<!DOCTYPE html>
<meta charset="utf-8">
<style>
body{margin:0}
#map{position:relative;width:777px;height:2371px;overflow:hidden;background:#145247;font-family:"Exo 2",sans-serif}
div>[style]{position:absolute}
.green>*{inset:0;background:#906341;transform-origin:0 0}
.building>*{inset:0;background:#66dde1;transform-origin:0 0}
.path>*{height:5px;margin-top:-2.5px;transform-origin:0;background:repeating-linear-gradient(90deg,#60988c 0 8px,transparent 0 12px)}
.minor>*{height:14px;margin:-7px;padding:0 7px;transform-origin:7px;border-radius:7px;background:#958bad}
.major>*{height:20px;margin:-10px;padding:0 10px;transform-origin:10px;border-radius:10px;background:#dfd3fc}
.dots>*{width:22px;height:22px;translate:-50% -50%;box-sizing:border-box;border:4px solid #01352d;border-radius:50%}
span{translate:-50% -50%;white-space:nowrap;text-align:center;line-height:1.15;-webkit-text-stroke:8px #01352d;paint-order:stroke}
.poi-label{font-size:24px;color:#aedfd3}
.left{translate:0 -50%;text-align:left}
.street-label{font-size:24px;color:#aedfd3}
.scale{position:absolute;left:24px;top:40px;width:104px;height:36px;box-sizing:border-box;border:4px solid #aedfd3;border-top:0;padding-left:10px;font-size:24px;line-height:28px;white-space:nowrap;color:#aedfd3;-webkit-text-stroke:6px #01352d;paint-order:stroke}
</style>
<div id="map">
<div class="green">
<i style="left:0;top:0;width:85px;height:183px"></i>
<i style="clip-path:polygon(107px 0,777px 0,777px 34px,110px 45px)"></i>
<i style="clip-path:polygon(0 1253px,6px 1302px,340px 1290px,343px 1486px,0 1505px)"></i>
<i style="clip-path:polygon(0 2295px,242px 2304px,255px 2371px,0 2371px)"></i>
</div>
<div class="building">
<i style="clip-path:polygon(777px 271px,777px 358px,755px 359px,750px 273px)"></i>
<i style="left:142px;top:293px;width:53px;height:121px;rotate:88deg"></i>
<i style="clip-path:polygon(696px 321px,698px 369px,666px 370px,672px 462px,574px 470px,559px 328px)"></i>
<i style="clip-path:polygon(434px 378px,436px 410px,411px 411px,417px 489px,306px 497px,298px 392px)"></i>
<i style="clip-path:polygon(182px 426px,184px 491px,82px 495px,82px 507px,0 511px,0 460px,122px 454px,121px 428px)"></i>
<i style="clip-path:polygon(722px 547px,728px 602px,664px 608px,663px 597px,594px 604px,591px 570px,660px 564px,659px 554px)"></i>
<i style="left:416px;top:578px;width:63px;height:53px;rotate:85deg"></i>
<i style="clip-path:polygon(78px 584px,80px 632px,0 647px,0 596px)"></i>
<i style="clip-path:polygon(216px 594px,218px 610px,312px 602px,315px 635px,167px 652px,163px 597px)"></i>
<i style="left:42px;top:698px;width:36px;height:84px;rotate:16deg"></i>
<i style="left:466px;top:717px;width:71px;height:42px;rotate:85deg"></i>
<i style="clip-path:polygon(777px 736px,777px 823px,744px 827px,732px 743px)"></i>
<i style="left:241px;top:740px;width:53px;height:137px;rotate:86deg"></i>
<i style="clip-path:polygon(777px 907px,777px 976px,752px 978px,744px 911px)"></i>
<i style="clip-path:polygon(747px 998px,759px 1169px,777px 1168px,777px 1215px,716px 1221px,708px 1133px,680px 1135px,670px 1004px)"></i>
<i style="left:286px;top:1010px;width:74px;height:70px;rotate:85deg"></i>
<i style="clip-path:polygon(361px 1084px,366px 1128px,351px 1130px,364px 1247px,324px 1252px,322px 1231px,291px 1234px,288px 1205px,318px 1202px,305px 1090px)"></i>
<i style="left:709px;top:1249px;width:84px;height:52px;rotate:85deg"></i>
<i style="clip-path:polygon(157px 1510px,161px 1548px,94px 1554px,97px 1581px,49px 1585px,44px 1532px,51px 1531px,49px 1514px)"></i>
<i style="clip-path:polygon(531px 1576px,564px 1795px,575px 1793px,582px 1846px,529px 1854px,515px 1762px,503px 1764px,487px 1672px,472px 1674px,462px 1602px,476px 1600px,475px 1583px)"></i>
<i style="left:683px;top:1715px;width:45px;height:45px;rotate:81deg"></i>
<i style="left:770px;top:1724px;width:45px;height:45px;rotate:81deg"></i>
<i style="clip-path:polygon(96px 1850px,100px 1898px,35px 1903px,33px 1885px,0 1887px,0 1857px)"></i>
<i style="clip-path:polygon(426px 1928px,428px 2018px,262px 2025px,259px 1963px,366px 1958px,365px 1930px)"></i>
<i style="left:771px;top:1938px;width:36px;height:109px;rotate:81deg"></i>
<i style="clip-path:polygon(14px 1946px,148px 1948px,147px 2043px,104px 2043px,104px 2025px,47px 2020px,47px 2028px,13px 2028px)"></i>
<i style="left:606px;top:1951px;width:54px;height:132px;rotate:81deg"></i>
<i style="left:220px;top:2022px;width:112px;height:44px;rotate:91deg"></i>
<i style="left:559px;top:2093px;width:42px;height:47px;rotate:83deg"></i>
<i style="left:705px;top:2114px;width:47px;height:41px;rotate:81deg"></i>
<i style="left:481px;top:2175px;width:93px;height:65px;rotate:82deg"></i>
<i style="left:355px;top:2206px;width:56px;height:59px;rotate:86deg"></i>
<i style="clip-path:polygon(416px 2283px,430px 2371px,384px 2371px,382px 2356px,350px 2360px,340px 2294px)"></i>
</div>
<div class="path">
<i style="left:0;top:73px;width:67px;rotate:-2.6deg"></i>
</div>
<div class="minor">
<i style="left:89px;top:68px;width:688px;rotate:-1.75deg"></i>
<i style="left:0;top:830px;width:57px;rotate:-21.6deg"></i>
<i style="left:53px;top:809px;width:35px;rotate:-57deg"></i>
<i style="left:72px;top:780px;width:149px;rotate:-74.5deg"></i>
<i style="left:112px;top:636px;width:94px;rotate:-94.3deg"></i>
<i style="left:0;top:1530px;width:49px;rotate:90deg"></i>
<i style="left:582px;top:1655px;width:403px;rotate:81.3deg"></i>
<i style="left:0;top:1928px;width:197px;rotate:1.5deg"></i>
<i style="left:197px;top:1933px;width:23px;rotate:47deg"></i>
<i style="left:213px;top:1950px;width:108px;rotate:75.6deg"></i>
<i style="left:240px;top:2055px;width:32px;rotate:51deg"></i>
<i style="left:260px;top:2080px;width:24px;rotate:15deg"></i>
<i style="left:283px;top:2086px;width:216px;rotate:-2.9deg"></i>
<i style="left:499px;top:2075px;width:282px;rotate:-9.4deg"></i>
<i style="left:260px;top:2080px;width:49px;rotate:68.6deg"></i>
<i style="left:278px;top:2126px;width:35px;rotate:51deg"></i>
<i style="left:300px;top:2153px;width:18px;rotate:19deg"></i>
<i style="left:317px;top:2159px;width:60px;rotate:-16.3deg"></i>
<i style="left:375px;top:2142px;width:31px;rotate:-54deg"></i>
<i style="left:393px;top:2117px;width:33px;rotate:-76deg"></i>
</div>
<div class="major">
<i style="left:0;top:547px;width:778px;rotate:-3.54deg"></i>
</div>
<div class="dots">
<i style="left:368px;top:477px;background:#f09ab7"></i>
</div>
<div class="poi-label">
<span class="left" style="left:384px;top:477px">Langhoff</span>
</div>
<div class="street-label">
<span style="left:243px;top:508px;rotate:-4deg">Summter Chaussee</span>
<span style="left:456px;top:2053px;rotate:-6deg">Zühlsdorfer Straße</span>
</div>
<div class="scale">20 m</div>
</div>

ACTIVITY = From the opening line of the data above through the line that contains "0 8px,transparent 0", please print each line as it stands and only those lines.

RESULT OF THE EXERCISE =
<!DOCTYPE html>
<meta charset="utf-8">
<style>
body{margin:0}
#map{position:relative;width:777px;height:2371px;overflow:hidden;background:#145247;font-family:"Exo 2",sans-serif}
div>[style]{position:absolute}
.green>*{inset:0;background:#906341;transform-origin:0 0}
.building>*{inset:0;background:#66dde1;transform-origin:0 0}
.path>*{height:5px;margin-top:-2.5px;transform-origin:0;background:repeating-linear-gradient(90deg,#60988c 0 8px,transparent 0 12px)}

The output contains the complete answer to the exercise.